Nice, but YD’s point is a good one. We (well, when I say we… :-) can probably estimate the “weather noise” from the better parts of the series and add that in. Although then you run into the problem that the series as a whole clearly isn’t well fitted by a linear trend.
[Response: The data since 1975 actually are well fit by a linear trend. I think you’d have a hard time showing that the residuals are other than autocorrelated noise.]
It should be noted that your (synthetic) graphs show that has warming stopped. You have found JC’s basis at last!
[Response: If that’s her basis then let her say so. Then I’ll comment on it.]
If, hypothetically speaking, your last 2 points instead had a much greater error margin than the rest of the data, wouldn’t a weighted least square minimise the possible distortion due to those 2 points in the fitted line ?
[Response: Yes. In that case, the much lesser weight attached to them would correctly reflect their much greater uncertainty — the weights still wouldn’t be right (ignoring as they do the physical noise) but at least it wouldn’t throw things off as much as unrealistically high weights. But when points have very low measurement noise, giving them high weight because of that neglects that their physical noise is just as big as all the other data points.]
I strongly believe that as the world is warming the weather noise level will stay the same or increase in magnitude. So expect more “decades of cooling” as we are boiling up
“why not use weighted least squares with weights determined by the uncertainty levels listed in the Berkeley data file?”
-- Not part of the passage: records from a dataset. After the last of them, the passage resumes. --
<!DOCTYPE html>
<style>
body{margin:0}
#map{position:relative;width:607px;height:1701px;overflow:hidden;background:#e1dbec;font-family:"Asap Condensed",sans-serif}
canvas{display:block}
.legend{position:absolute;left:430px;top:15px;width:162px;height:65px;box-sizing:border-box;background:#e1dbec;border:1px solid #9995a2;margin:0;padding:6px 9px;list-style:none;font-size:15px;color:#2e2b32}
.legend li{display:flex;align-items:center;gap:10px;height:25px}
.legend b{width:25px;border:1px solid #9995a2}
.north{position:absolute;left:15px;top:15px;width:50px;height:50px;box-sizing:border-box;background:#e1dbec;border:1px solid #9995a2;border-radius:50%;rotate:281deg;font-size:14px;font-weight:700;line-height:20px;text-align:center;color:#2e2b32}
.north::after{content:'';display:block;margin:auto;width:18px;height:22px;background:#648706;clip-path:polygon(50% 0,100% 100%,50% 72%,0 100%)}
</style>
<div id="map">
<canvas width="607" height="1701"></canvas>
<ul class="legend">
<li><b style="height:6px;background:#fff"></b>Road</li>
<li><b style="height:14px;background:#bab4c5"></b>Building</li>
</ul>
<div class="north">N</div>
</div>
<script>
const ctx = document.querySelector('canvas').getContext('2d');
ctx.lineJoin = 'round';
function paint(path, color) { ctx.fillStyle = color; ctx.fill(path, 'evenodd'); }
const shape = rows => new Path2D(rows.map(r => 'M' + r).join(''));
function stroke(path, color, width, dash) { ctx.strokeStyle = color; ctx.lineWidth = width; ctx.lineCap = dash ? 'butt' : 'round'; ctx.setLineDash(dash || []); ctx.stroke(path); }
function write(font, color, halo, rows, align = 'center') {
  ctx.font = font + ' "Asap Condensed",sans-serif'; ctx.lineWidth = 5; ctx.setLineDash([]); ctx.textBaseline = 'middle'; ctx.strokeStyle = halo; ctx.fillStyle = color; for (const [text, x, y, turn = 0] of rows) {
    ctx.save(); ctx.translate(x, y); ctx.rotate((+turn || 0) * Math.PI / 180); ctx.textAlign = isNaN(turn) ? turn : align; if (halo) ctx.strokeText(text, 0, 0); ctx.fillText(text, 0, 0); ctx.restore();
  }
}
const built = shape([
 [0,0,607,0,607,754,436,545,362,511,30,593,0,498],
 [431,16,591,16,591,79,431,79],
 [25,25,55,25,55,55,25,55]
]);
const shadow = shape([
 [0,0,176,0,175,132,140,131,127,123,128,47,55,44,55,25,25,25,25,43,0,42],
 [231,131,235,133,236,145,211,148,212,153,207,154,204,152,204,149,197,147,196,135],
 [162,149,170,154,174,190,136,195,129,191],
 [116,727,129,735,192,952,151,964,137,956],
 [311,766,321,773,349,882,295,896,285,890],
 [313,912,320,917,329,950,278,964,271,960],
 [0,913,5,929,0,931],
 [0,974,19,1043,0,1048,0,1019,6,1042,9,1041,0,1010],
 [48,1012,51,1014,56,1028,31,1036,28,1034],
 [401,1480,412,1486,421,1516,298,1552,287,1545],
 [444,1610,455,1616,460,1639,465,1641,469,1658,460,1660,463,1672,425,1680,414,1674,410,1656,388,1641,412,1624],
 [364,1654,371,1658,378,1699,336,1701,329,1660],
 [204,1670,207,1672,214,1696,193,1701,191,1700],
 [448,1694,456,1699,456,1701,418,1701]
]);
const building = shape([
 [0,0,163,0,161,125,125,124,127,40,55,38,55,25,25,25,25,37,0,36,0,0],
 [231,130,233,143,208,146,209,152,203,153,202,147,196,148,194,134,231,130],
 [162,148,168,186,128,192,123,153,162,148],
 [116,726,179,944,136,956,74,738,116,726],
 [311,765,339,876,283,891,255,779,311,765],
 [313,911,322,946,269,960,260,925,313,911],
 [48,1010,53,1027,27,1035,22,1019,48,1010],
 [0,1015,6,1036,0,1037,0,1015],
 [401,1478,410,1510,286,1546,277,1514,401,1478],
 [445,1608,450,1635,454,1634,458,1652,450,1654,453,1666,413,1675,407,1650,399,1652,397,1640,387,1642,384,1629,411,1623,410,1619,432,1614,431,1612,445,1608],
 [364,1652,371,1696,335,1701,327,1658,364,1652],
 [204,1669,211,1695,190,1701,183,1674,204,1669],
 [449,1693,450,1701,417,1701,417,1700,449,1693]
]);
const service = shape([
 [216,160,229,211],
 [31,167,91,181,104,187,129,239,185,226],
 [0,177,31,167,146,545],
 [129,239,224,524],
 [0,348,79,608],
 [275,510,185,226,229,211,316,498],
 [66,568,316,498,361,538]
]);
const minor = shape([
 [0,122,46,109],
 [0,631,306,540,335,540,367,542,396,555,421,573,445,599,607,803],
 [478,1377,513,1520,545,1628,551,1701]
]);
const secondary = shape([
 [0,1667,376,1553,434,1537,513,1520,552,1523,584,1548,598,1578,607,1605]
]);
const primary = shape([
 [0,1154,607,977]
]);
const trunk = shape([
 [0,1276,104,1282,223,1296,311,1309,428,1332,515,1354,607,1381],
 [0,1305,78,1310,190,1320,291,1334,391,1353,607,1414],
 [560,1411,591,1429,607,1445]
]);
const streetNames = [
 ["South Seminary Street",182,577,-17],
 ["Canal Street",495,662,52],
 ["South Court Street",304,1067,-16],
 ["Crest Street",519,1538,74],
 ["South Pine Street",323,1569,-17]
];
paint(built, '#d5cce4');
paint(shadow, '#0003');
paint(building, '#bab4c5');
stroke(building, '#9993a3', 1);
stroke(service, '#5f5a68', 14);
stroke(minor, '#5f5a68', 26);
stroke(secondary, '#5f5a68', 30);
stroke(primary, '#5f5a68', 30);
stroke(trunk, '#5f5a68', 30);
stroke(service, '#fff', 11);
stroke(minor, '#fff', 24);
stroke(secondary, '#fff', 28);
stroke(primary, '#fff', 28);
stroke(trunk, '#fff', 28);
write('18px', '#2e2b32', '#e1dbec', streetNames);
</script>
The Berkeley Preliminary text dataset (downloaded after the TMAX posting error was corrected) appears to have no uncertainty values differing from zero (or more precisely, values other than 0.0000 or -0.0000) in the data file data.txt. The README.data file does indicate that “some of the expected fields are currently missing (essentially reserved for future use)”, so uncertainty may be such a field. Can anyone using the Preliminary Mathlab dataset confirm this, or confirm the existence of actual uncertainty values differing from zero in that version?
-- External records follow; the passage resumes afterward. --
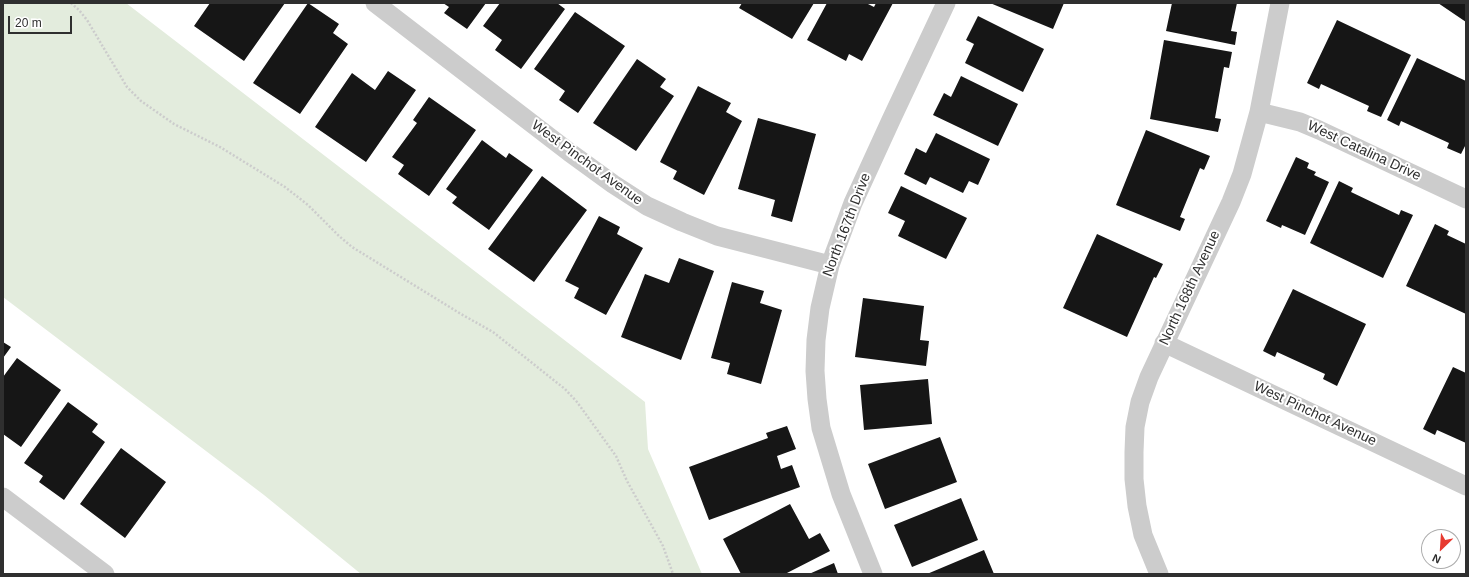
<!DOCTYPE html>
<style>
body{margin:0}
#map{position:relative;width:1469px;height:577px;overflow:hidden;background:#fff;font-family:Helvetica,sans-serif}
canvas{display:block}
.frame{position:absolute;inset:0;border:4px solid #2f2f2f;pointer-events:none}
.north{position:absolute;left:1421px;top:529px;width:40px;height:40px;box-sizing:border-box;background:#fff;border:1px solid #acacac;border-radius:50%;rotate:205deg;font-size:11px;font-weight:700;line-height:16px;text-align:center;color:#2f2f2f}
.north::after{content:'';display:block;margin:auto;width:14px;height:18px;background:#e73a30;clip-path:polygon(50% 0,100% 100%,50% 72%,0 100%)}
.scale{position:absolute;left:8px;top:16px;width:64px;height:18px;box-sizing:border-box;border:2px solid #2f2f2f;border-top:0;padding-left:5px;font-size:12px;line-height:14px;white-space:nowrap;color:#2f2f2f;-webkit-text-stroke:3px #fff;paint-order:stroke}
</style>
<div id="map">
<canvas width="1469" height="577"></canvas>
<div class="frame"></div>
<div class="north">N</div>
<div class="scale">20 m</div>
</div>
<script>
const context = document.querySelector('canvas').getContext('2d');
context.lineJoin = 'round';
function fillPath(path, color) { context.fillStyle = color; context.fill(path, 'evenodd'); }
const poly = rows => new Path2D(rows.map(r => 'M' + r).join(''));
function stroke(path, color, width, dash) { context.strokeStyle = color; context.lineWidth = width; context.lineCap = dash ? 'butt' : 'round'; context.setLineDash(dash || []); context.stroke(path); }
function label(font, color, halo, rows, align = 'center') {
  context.font = font + ' Helvetica,sans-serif'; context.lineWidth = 4; context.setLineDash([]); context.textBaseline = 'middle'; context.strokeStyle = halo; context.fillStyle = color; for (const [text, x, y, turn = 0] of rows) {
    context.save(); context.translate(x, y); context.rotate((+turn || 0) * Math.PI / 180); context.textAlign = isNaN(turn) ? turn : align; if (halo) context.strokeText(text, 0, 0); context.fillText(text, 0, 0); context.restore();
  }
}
fillPath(poly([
 [3,3,126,3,645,402,648,449,702,574,361,574,264,495,3,297]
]), '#e3ecdd');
fillPath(poly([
 [210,3,285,3,244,61,194,26],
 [308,3,339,24,333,33,348,44,300,114,253,83],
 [443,3,486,3,467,29,444,13,449,7],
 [500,3,557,3,565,9,521,69,495,50,502,40,483,26],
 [742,3,814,3,792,39,739,8],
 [827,3,866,3,874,7,876,3,893,3,862,61,849,54,846,61,807,40],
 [990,3,1064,3,1053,29],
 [1172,3,1237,3,1231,31,1237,32,1235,45,1166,31],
 [1438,3,1466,3,1466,22],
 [575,12,625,46,578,113,559,100,565,91,534,69],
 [978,16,1044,49,1023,92,965,63,974,44,966,40],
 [1337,20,1411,55,1381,117,1367,111,1369,106,1321,84,1319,89,1307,83],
 [1164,40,1232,52,1229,68,1224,67,1215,118,1221,119,1218,132,1150,119],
 [1417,58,1466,81,1466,144,1461,154,1447,148,1449,143,1401,121,1399,126,1387,120],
 [637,59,666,79,660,87,674,96,636,151,593,123],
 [388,71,416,90,366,162,315,127,352,73,375,90],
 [961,76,1018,104,998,146,933,115,944,93,951,97],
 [698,86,731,103,726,112,742,121,704,195,673,179,677,171,660,162],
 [429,97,476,130,429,196,398,174,404,165,392,157,417,123,413,120],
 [758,118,816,134,792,222,771,216,775,200,738,189],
 [1146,130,1210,156,1204,170,1200,168,1180,217,1185,219,1180,231,1116,205],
 [936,133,990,159,978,185,969,181,963,193,930,177,926,185,904,174,916,148,926,153],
 [482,140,506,158,509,153,533,170,489,230,452,203,457,197,446,189],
 [1296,157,1309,163,1307,168,1316,172,1314,175,1329,182,1305,235,1282,225,1281,228,1266,221],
 [542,176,587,210,534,282,488,249],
 [1339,181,1353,188,1351,192,1399,215,1401,210,1413,215,1383,278,1310,243],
 [901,186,967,218,946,259,898,236,905,221,888,213],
 [599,216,620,227,617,234,643,248,606,315,574,298,579,288,565,281],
 [1435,224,1449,231,1447,235,1466,244,1466,314,1406,286],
 [1097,234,1163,264,1156,278,1154,277,1127,337,1063,308],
 [679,258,714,271,681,360,621,337,645,274,669,283],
 [732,282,764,291,760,303,782,310,761,384,727,374,730,363,711,358],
 [1293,289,1366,324,1337,386,1323,379,1325,374,1277,352,1275,357,1263,351],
 [863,298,924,306,920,340,929,341,926,366,855,357],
 [3,342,11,347,3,358],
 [17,358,61,390,21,447,3,434,3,377],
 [1453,367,1466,373,1466,443,1437,430,1435,435,1423,429],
 [928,379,932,424,864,430,860,385],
 [68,402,98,424,92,432,105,442,64,500,39,482,43,476,24,463],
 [787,426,796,449,777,456,781,469,792,465,800,487,709,520,689,467,768,438,766,433],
 [940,437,957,482,885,509,868,464],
 [121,448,166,482,125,538,80,504],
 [961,498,978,540,912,567,894,525],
 [790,504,809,539,820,533,830,551,785,574,741,574,723,539],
 [984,550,994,574,927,574],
 [834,563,838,574,809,574]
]), '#161616');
stroke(poly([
 [71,3,79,10,87,20,127,87,141,101,174,124,220,147,285,187,308,205,339,236,352,247,461,314,493,332,565,389,577,402,616,456,627,481,663,546,673,574]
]), '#ccc', 2.5, [2, 2]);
stroke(poly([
 [375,3,569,152,613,184,647,206,682,222,717,236,830,265],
 [1259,112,1300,122,1319,130,1466,199],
 [1164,343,1466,486],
 [3,497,105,574],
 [873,574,841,494,821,428,817,399,815,371,816,340,820,308,830,265,853,203,891,120,946,3],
 [1159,574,1143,535,1137,506,1134,479,1134,452,1135,427,1140,402,1149,377,1231,202,1242,174,1259,112,1280,3]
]), '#ccc', 19);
label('14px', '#2f2f2f', '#fff', [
 ["West Catalina Drive",1364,151,25],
 ["West Pinchot Avenue",587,163,36],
 ["North 167th Drive",847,225,-69],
 ["North 168th Avenue",1190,288,-65],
 ["West Pinchot Avenue",1315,414,25]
]);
</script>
Answering my own post: more careful reading above shows that in the Berkeley data file above refers in fact to the Berkeley analysis chart data (results) rather than the Berkeley Earth data set, which I had mistakenly assumed on quick reading, and which is the data of interest to me at this point.
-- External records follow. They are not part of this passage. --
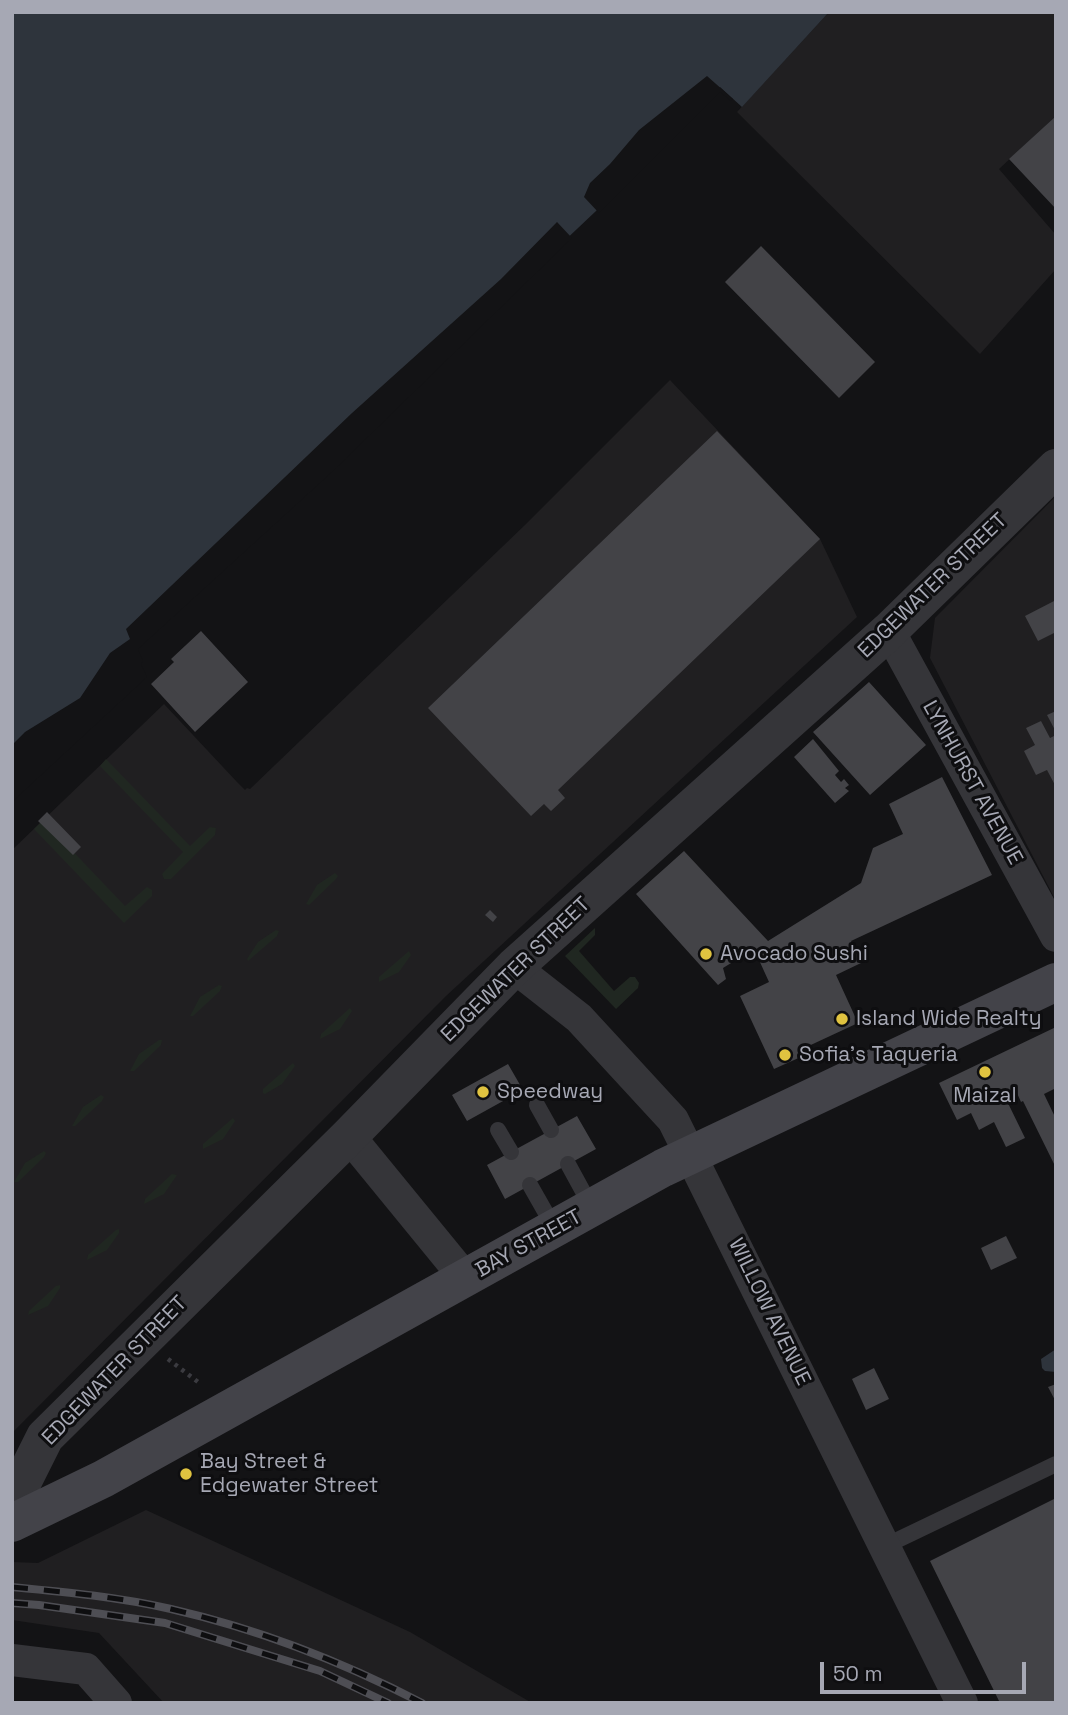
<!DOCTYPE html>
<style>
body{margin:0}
#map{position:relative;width:1068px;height:1715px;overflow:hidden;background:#131315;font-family:"Space Grotesk",sans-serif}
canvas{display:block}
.frame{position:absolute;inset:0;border:14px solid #a6a8b4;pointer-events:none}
.scale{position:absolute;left:820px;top:1662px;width:206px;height:32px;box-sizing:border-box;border:4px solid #a6a8b4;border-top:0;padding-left:9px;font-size:21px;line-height:24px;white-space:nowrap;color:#a6a8b4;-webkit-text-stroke:5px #0e0e10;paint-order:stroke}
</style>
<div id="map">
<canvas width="1068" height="1715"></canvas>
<div class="frame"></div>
<div class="scale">50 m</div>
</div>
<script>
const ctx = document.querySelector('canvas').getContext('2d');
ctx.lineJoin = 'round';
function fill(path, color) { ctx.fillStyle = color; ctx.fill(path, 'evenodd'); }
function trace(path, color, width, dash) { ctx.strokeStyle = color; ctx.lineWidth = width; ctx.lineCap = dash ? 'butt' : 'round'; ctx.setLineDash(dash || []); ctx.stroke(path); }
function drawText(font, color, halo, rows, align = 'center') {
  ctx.font = font + ' "Space Grotesk",sans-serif'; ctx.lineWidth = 6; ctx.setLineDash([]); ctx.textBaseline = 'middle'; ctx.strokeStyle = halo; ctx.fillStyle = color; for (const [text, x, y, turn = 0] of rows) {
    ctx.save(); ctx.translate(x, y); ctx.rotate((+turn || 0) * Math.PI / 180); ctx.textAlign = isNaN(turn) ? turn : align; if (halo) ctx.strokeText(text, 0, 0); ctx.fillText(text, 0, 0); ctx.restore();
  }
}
fill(new Path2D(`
 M829,12H1056V116L999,169L1056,235V269L980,354L737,112Z
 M670,380L820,539L857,617L446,996L12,1433V850L164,704L237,782L245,790L247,788L250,789L526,524Z
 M1056,496V901L930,658L935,618Z
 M146,1510L410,1632L532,1703H164L99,1633L12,1620V1562L38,1563Z`), '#201f21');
fill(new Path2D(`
 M106,759L190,846L210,827L216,828L215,835L171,879H164L162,874L183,852L100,766Z
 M43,820L125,906L147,887L152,890V896L124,923L34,829Z
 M335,873L338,876L336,879L309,905L306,904L317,885Z
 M595,928V935L579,951L614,991L630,977H635L639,983L638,988L616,1009L565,956Z
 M276,930L279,931L277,936L248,961L247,959L258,942Z
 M409,951L411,955L399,972L379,982V977Z
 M219,985L222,986L220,991L193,1016H190L200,997Z
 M350,1008L352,1011L340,1029L320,1039L321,1034Z
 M159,1040H162L161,1045L134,1071H130L139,1054Z
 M293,1063L295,1066L282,1084L265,1094L263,1093V1089Z
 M101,1095L104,1097L102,1101L75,1126H72L83,1107Z
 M233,1118L235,1121L223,1139L203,1149V1144Z
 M44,1151L46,1153L44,1157L18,1182H14L25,1163Z
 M172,1174L177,1175L164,1194L144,1204L145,1199Z
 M116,1230L119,1229V1233L107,1250L87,1260L88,1255Z
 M60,1285V1288L48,1306L28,1315L29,1311L56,1286Z`), '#202721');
fill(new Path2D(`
 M12,12H829L742,107L720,87L596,211L134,648L12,798Z
 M1056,1349V1372L1045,1371L1042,1368L1041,1359Z`), '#2e343c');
fill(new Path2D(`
 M707,76L733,99L731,101L720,92L599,213L584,197L590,183L610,164L639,130Z
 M557,222L572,238L332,472L138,649L143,661L141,664L147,677L12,802V745L25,732L80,698L110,653L130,639L126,629L352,413L501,279Z`), '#131315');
fill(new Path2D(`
 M1056,116V209L1009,159Z
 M761,246L875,362L839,398L725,282Z
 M717,431L820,539L558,790L565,798L551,811L544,804L531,816L428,708Z
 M1056,600V632L1038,641L1025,616Z
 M201,631L248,682L195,732L151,684L174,662L171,659Z
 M869,682L926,745L870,795L813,732Z
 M1056,711V732L1047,715Z
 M1041,721L1050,738L1056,735V787L1047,770L1036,775L1024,751L1035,745L1026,728Z
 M813,739L839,771L835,775L841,782L844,779L849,785L845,788L849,791L835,803L794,757Z
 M942,777L992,875L851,941L861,963L836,975L858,1023L800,1050L803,1056L774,1069L740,996L769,982L754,949L723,968L726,979L718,985L636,894L684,851L768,941L861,883L873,848L903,834L889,804Z
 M47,812L81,847L73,855L38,821Z
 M490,910L497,917L493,922L485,915Z
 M1056,1027V1088L1044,1094L1056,1119V1168L1023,1101L1021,1102L1016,1091L1005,1097L1025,1138L1006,1147L994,1122L979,1130L971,1113L957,1120L939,1083Z
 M508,1064L523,1090L467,1121L452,1095Z
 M577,1116L596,1149L505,1199L487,1165Z
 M1006,1236L1017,1258L991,1270L981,1248Z
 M874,1368L889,1399L866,1410L852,1379Z
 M1056,1384V1402L1048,1387Z
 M1054,1499L1056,1703H1000L930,1561Z`), '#434347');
trace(new Path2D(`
 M168,1359L198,1382`), '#3b3b40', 4.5, [3.5, 5]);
trace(new Path2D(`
 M537,1105L551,1130
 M498,1130L511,1152
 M568,1164L592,1208
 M530,1185L555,1229
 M885,1546L1056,1464`), '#353539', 16);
trace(new Path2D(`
 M889,631L1056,936
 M514,967L579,1018L673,1120L962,1703
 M349,1136L466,1279
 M12,1660L86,1669L116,1703`), '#353539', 32);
trace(new Path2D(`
 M12,1503L45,1437L349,1136L514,967L889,631L1056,468`), '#353539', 38);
trace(new Path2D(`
 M12,1523L103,1479L663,1168L1056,982`), '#434349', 38);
const rail = new Path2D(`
 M12,1587C65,1592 119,1597 171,1609C258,1629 343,1662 422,1703
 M12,1603L39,1605L165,1623L320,1671L388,1703`);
trace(rail, '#4e4e54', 8);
trace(rail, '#0e0e10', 5, [16]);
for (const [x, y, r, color] of [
 [706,954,7,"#e0c340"],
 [842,1019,7,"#e0c340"],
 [785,1055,7,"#e0c340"],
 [985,1072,7,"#e0c340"],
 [483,1092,7,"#e0c340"],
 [186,1474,7,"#e0c340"]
]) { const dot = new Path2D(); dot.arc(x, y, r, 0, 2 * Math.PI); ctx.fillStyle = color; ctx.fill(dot); trace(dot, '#0e0e10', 2.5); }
drawText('21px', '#a6a8b4', '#0e0e10', [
 ["EDGEWATER STREET",933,586,-44],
 ["LYNHURST AVENUE",972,783,61],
 ["EDGEWATER STREET",516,970,-44],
 ["BAY STREET",529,1244,-29],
 ["WILLOW AVENUE",769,1312,64],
 ["EDGEWATER STREET",115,1371,-46]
]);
drawText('21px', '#a6a8b4', '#0e0e10', [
 ["Avocado Sushi",720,954],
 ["Island Wide Realty",856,1019],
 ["Sofia's Taqueria",799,1055],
 ["Speedway",497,1092],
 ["Maizal",985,1096,"center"],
 ["Bay Street &",200,1462],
 ["Edgewater Street",200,1486]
], 'left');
</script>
As I see on another thread (https://tamino.wordpress.com/2011/11/01/questions-for-judith-curry/ that there has been some discussion here of the raw data, I’ll add that I have compared the Matlab data set now, with the text data set, and the text version appears to be a correct export of the Matlab version. I have therefore reported to Berkeley an error in this data set, indicative of a coding error on their part. (I had wished to rule out the possibility that this might only be present in the text version in the event of a faulty export to text).
A caution for anyone using the data set: the “# of Sources” in site_detail.txt in the text dataset, and the “sources” field in “sites” in the Matlab version do not correctly reflect the set of sources shown when the sources shown for the monthly data, for more than half the station records, are examined. In 17,887 cases this represents an undercount of sources (by up to 9), but in 2,456 cases this is an overcount of sources (by up to 6).
I have not examined the Matlab code to see where this error arises, or to determine what effect (if any) this has on subsequent analysis, as my own interest in the raw data is in a different aspect. The inconsistency however indicates a coding error which, whether or not the count of sources and list of sources is currently needed for subsequent analysis, should be corrected by the Berkeley team.